(Saved entries)
________________________

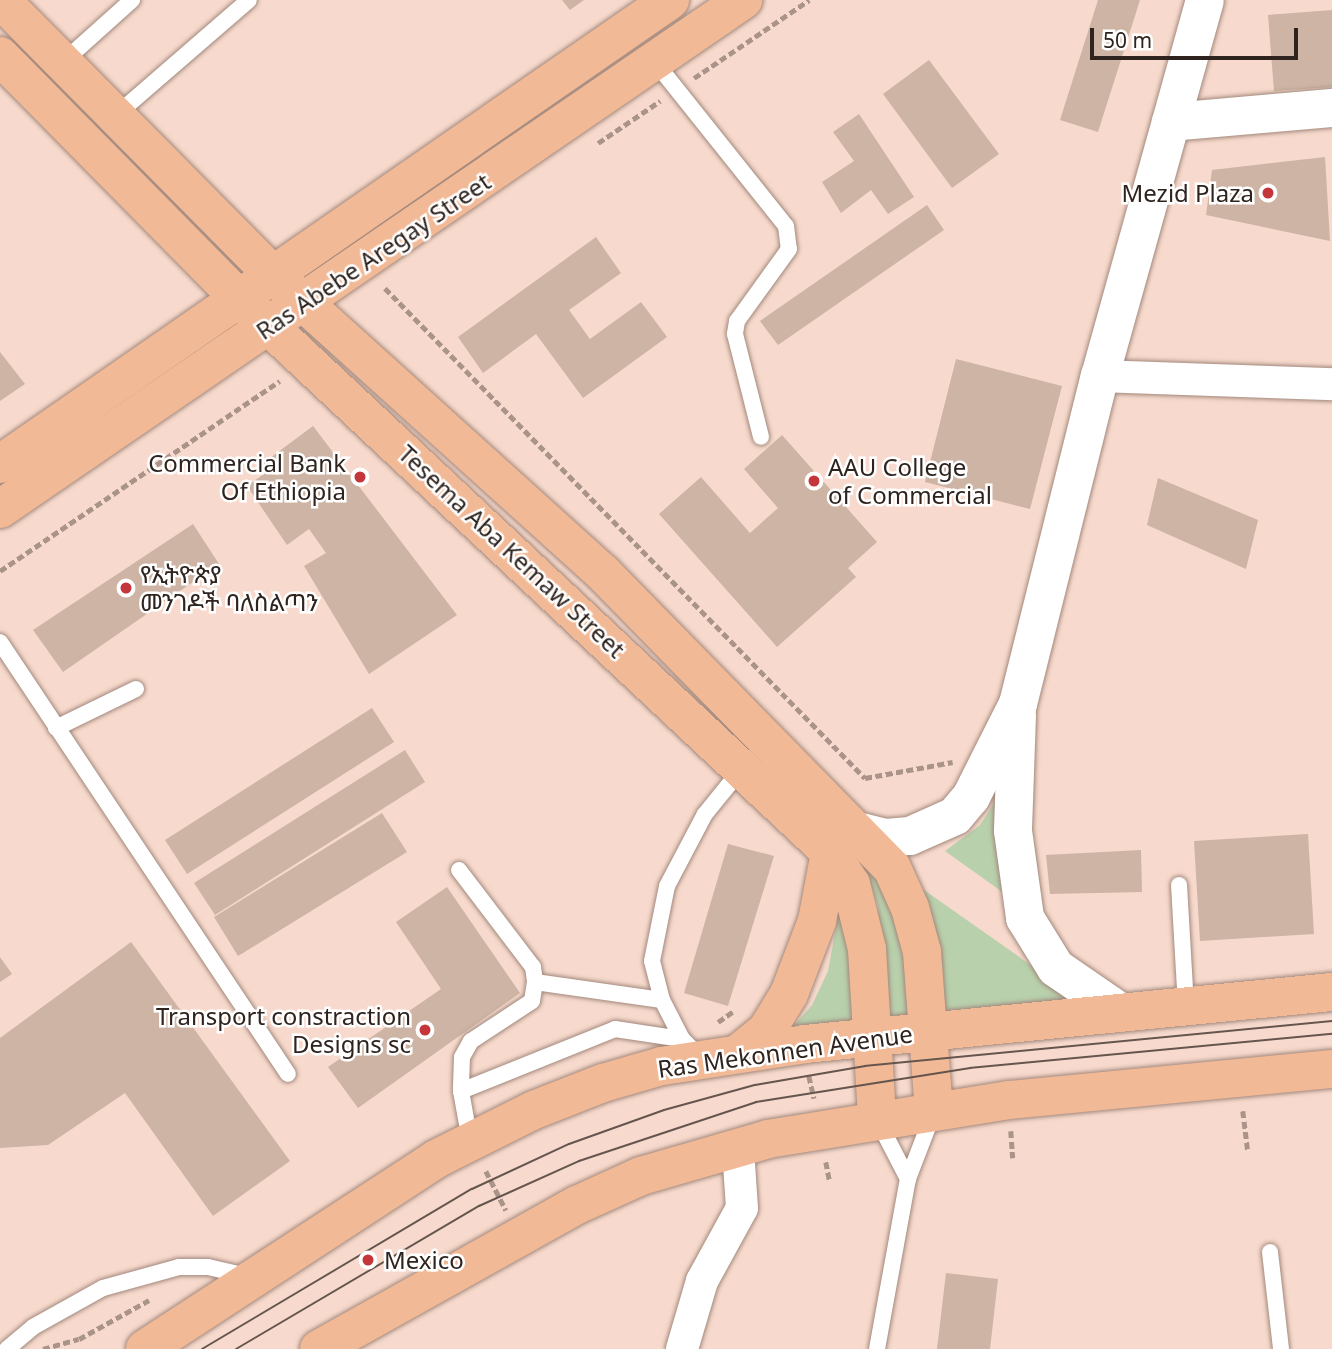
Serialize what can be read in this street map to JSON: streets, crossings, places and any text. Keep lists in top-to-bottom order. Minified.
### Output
{"streets":{"main road":["Ras Abebe Aregay Street","Tesema Aba Kemaw Street","Ras Mekonnen Avenue"]},"crossings":[["Ras Abebe Aregay Street","Tesema Aba Kemaw Street"],["Tesema Aba Kemaw Street","Ras Mekonnen Avenue"]],"places":["Mezid Plaza","Commercial Bank Of Ethiopia","AAU College of Commercial","የኢትዮጵያ መንገዶች ባለስልጣን","Transport constraction Designs sc","Mexico"],"scale_bar":"50 m"}
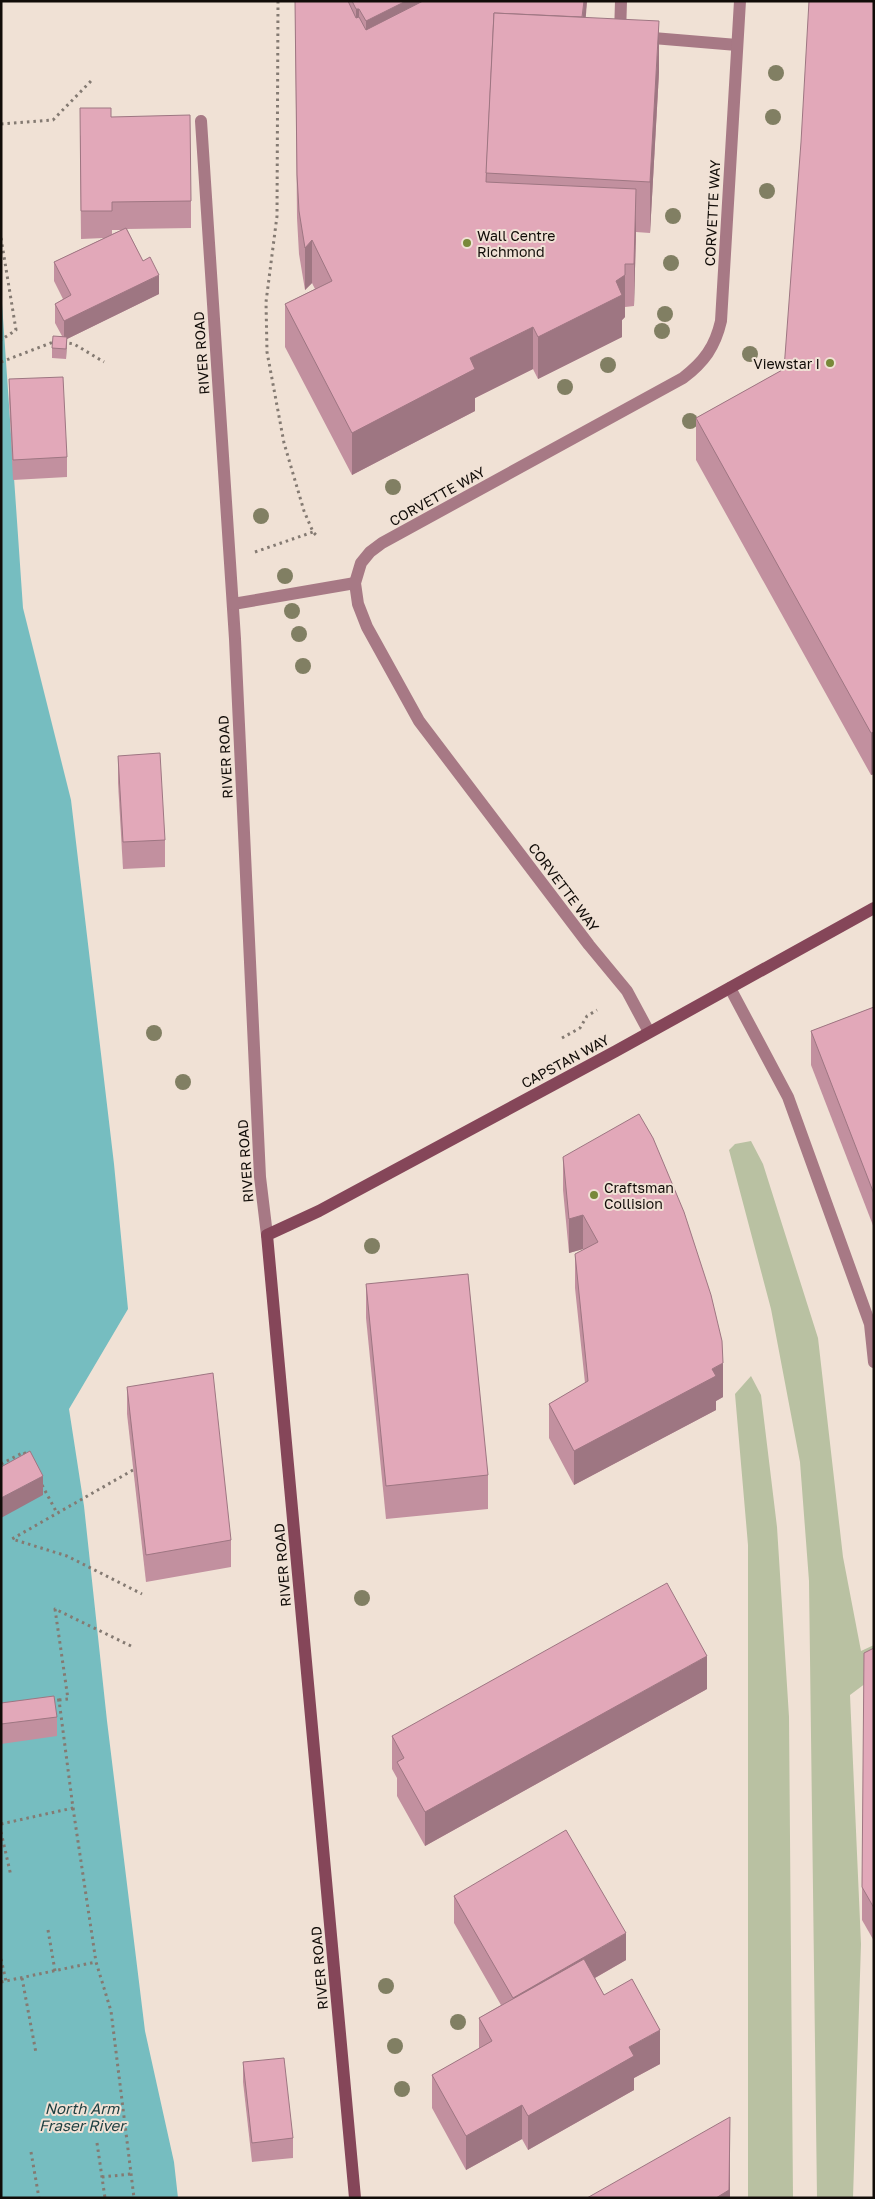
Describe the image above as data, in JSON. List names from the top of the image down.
{
  "streets": {
    "street": ["CORVETTE WAY", "RIVER ROAD", "CAPSTAN WAY"]
  },
  "crossings": [
    ["CORVETTE WAY", "CAPSTAN WAY"],
    ["RIVER ROAD", "CAPSTAN WAY"]
  ],
  "water": ["North Arm Fraser River"],
  "places": ["Wall Centre Richmond", "Viewstar I", "Craftsman Collision"]
}
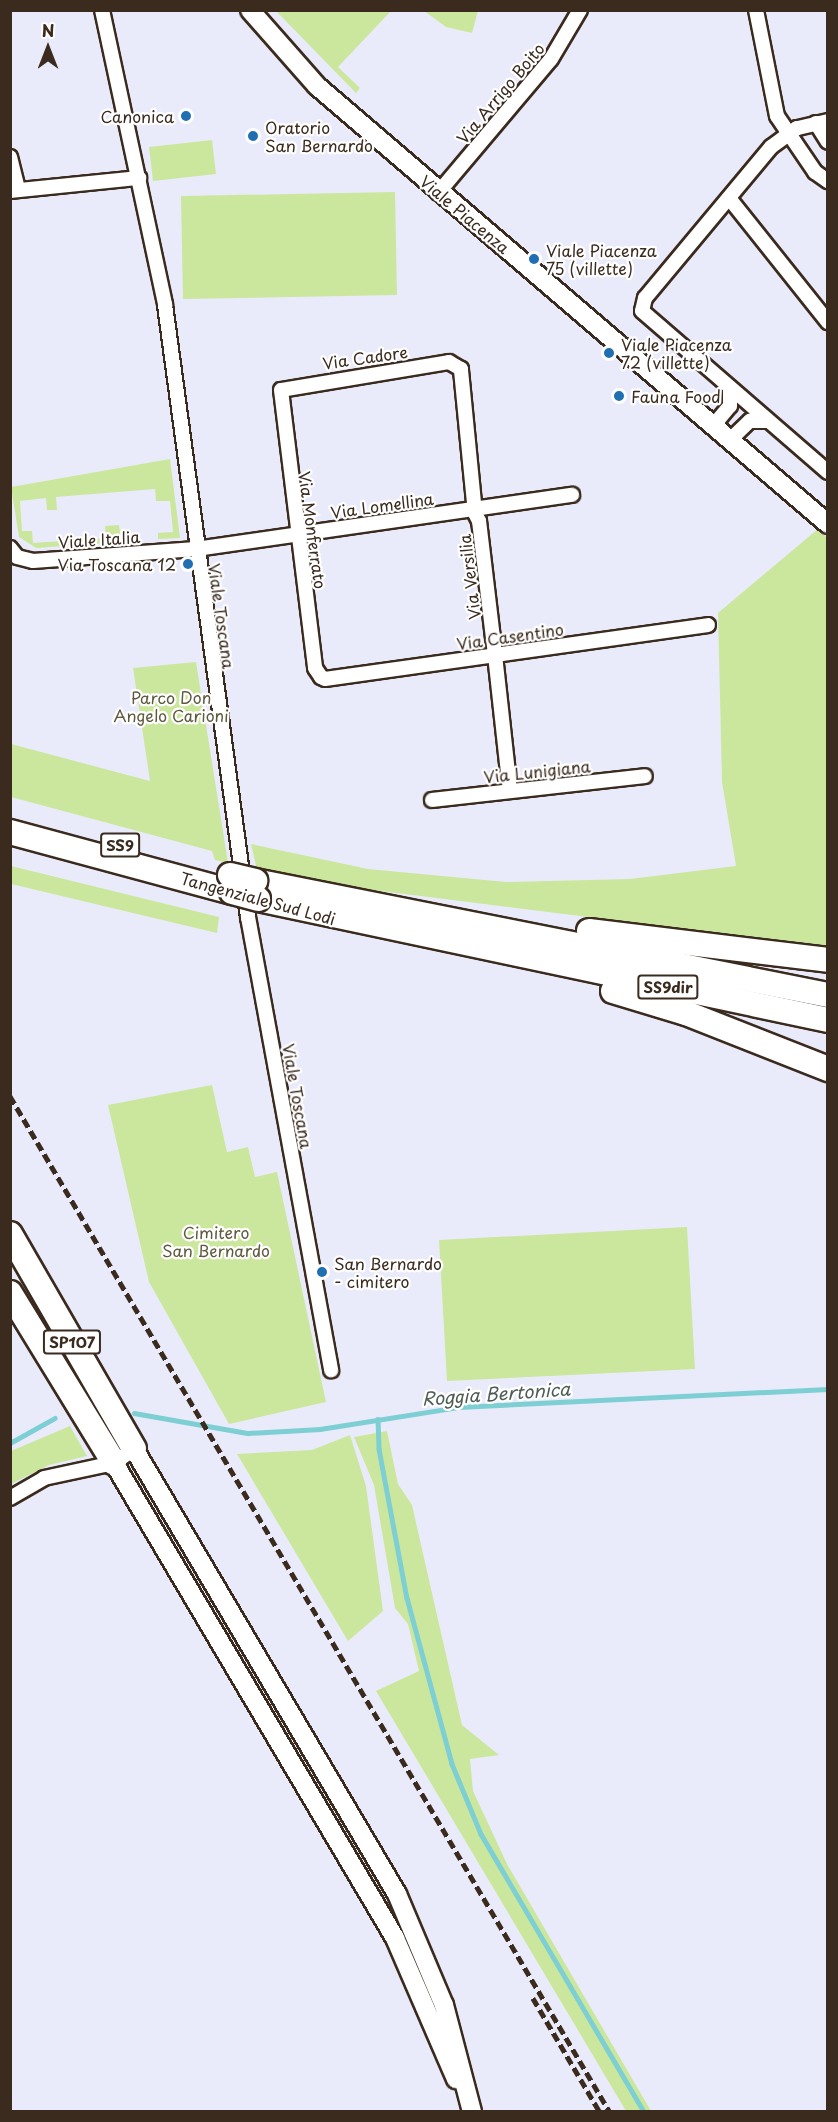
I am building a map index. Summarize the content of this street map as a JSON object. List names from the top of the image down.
{
  "streets": {
    "highway": [
      "SS9",
      "Tangenziale Sud Lodi",
      "SS9dir",
      "SP107"
    ],
    "main road": ["Viale Piacenza"],
    "street": [
      "Via Arrigo Boito",
      "Via Cadore",
      "Via Lomellina",
      "Via Monferrato",
      "Viale Italia",
      "Via Versilia",
      "Viale Toscana",
      "Via Casentino",
      "Via Lunigiana"
    ]
  },
  "crossings": [
    ["Via Arrigo Boito", "Viale Piacenza"],
    ["Via Cadore", "Via Monferrato"],
    ["Via Cadore", "Via Versilia"],
    ["Via Lomellina", "Via Monferrato"],
    ["Via Lomellina", "Viale Italia"],
    ["Via Lomellina", "Via Versilia"],
    ["Via Lomellina", "Viale Toscana"],
    ["Via Monferrato", "Via Casentino"],
    ["Viale Italia", "Viale Toscana"],
    ["Via Versilia", "Via Casentino"],
    ["Via Versilia", "Via Lunigiana"],
    ["Tangenziale Sud Lodi", "SS9dir"]
  ],
  "water": ["Roggia Bertonica"],
  "parks": ["Parco Don Angelo Carioni", "Cimitero San Bernardo"],
  "places": [
    "Canonica",
    "Oratorio San Bernardo",
    "Viale Piacenza 75 (villette)",
    "Viale Piacenza 72 (villette)",
    "Fauna Food",
    "Via Toscana 12",
    "San Bernardo - cimitero"
  ],
  "north": "top"
}
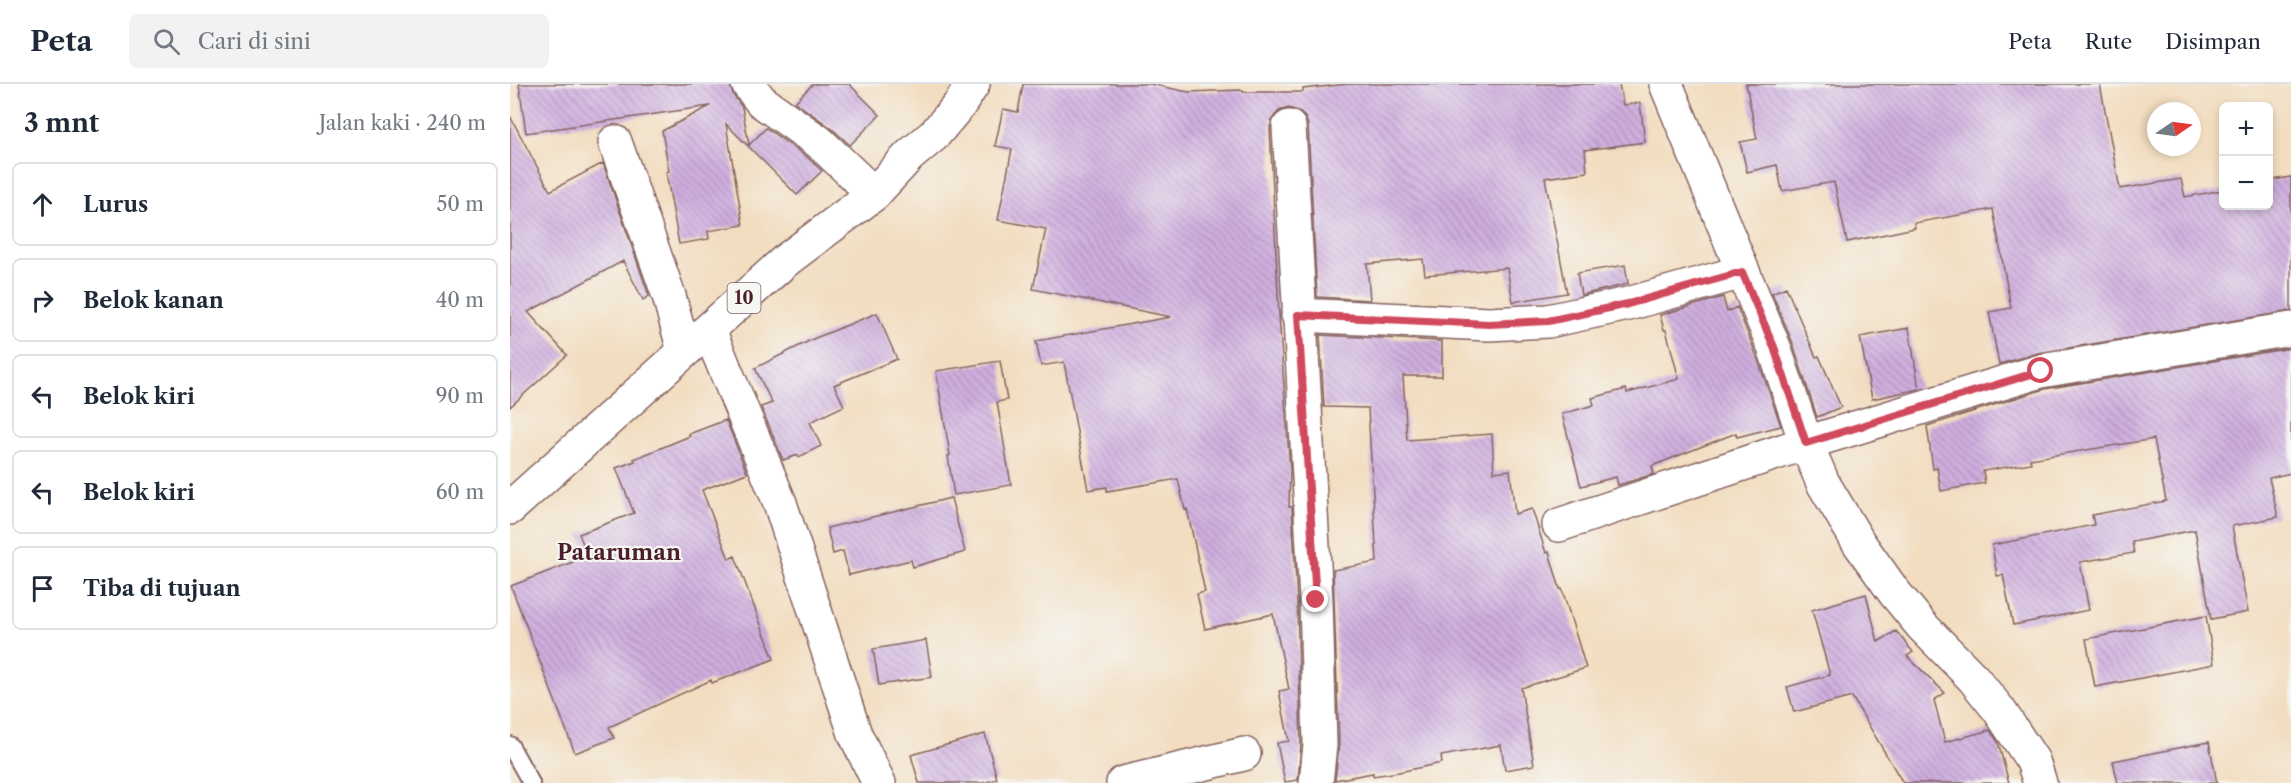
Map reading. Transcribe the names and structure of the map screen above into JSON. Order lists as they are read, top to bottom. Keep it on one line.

________________________

_TASK STATEMENT:_
With the pictures set aside, copy each line above as written.

_RESPONSE TO THE EXERCISE:_
Serialize what can be read in this street map to JSON: streets, crossings, places and any text. Keep lists in top-to-bottom order. Minified.
### Output
{"streets":{"main road":["Ras Abebe Aregay Street","Tesema Aba Kemaw Street","Ras Mekonnen Avenue"]},"crossings":[["Ras Abebe Aregay Street","Tesema Aba Kemaw Street"],["Tesema Aba Kemaw Street","Ras Mekonnen Avenue"]],"places":["Mezid Plaza","Commercial Bank Of Ethiopia","AAU College of Commercial","የኢትዮጵያ መንገዶች ባለስልጣን","Transport constraction Designs sc","Mexico"],"scale_bar":"50 m"}
Describe the image above as data, in JSON. List names from the top of the image down.
{
  "streets": {
    "street": ["CORVETTE WAY", "RIVER ROAD", "CAPSTAN WAY"]
  },
  "crossings": [
    ["CORVETTE WAY", "CAPSTAN WAY"],
    ["RIVER ROAD", "CAPSTAN WAY"]
  ],
  "water": ["North Arm Fraser River"],
  "places": ["Wall Centre Richmond", "Viewstar I", "Craftsman Collision"]
}
I am building a map index. Summarize the content of this street map as a JSON object. List names from the top of the image down.
{
  "streets": {
    "highway": [
      "SS9",
      "Tangenziale Sud Lodi",
      "SS9dir",
      "SP107"
    ],
    "main road": ["Viale Piacenza"],
    "street": [
      "Via Arrigo Boito",
      "Via Cadore",
      "Via Lomellina",
      "Via Monferrato",
      "Viale Italia",
      "Via Versilia",
      "Viale Toscana",
      "Via Casentino",
      "Via Lunigiana"
    ]
  },
  "crossings": [
    ["Via Arrigo Boito", "Viale Piacenza"],
    ["Via Cadore", "Via Monferrato"],
    ["Via Cadore", "Via Versilia"],
    ["Via Lomellina", "Via Monferrato"],
    ["Via Lomellina", "Viale Italia"],
    ["Via Lomellina", "Via Versilia"],
    ["Via Lomellina", "Viale Toscana"],
    ["Via Monferrato", "Via Casentino"],
    ["Viale Italia", "Viale Toscana"],
    ["Via Versilia", "Via Casentino"],
    ["Via Versilia", "Via Lunigiana"],
    ["Tangenziale Sud Lodi", "SS9dir"]
  ],
  "water": ["Roggia Bertonica"],
  "parks": ["Parco Don Angelo Carioni", "Cimitero San Bernardo"],
  "places": [
    "Canonica",
    "Oratorio San Bernardo",
    "Viale Piacenza 75 (villette)",
    "Viale Piacenza 72 (villette)",
    "Fauna Food",
    "Via Toscana 12",
    "San Bernardo - cimitero"
  ],
  "north": "top"
}
Map reading. Transcribe the names and structure of the map screen above into JSON. Order lists as they are read, top to bottom. Keep it on one line.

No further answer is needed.